WebLogic: Identity Federation and Certificates

A recent system upgrade turned my whole day into a hide-and-seek playground. After the WebLogic domain migration, everything worked and looked healthy except the primary application. Accessing it results in a 5xx server error without any plain reason.

The most reasonable explanation is that something is wrong with the WebLogic domain Federation Services (Here is a great walkthrough, if you need a Single Sign-On.) Yet all SAML 2.0 components were configured, and system services are available. Now, let's walk through the generic root-cause analysis steps together.

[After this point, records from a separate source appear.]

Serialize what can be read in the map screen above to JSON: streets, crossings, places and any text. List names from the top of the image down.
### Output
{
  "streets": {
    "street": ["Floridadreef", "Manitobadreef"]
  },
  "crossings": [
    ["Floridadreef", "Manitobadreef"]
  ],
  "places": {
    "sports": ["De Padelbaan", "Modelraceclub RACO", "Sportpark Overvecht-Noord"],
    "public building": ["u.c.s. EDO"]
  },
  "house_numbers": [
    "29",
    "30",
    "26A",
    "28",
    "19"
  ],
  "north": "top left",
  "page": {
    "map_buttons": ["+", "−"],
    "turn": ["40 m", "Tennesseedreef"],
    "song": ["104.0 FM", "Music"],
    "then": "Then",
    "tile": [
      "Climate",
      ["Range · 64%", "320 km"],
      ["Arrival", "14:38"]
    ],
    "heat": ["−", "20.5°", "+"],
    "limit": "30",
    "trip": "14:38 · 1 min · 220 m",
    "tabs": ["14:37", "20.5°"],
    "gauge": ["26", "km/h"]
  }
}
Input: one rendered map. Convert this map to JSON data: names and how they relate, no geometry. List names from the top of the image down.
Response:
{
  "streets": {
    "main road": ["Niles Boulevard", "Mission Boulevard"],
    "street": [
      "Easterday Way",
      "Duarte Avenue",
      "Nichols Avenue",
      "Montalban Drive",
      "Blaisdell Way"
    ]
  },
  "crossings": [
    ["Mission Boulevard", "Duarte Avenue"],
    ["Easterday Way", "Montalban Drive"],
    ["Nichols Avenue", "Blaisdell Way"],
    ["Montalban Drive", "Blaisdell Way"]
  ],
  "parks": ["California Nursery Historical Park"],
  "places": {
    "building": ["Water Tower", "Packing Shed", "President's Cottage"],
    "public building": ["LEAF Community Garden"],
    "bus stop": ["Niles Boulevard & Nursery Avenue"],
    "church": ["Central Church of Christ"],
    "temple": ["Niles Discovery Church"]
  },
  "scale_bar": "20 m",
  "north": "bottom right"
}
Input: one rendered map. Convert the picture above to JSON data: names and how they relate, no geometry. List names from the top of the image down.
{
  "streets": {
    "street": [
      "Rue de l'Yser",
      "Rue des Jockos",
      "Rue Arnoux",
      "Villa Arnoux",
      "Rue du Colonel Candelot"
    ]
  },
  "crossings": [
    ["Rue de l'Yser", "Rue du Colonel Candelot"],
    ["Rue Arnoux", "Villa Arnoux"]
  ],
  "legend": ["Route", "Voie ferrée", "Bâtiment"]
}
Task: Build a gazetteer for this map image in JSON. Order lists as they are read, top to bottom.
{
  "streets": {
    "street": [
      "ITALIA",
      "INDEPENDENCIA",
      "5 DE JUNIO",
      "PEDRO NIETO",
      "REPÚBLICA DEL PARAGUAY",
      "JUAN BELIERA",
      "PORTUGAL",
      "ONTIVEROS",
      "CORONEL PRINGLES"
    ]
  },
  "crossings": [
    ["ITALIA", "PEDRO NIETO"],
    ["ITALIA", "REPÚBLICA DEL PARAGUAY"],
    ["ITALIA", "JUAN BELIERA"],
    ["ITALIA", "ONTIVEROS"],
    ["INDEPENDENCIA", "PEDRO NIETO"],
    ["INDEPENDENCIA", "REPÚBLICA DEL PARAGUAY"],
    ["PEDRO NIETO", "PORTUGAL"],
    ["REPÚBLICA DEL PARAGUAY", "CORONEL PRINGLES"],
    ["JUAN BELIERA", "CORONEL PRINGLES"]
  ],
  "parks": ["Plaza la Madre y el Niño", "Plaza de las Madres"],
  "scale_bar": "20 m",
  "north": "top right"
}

1. Ensure that your system receives client requests. The frontend web server logs indicate successful request processing, and server replays if Web SSO (SAMLv2) does not protect the server resource. That means the web server is fine.
2. Identity Provider engineers confirmed that no requests have been registered on the provider side since the old system shut down.
3. If your application server logs are clear, but your application/system does not work, you don't look deep enough. Combining this fact with the observation from #1-2 means I need better visibility into the SAML2 security subsystem. The WebLogic debug subsystem is one method that allows you to do that without a system restart. Select a managed server, then the Debug tab. In the submodule tree list weblogic -> security, mark the atn, atz, and saml2 modules and click the "Enable" button. Activate the changes and watch server logs for additional details.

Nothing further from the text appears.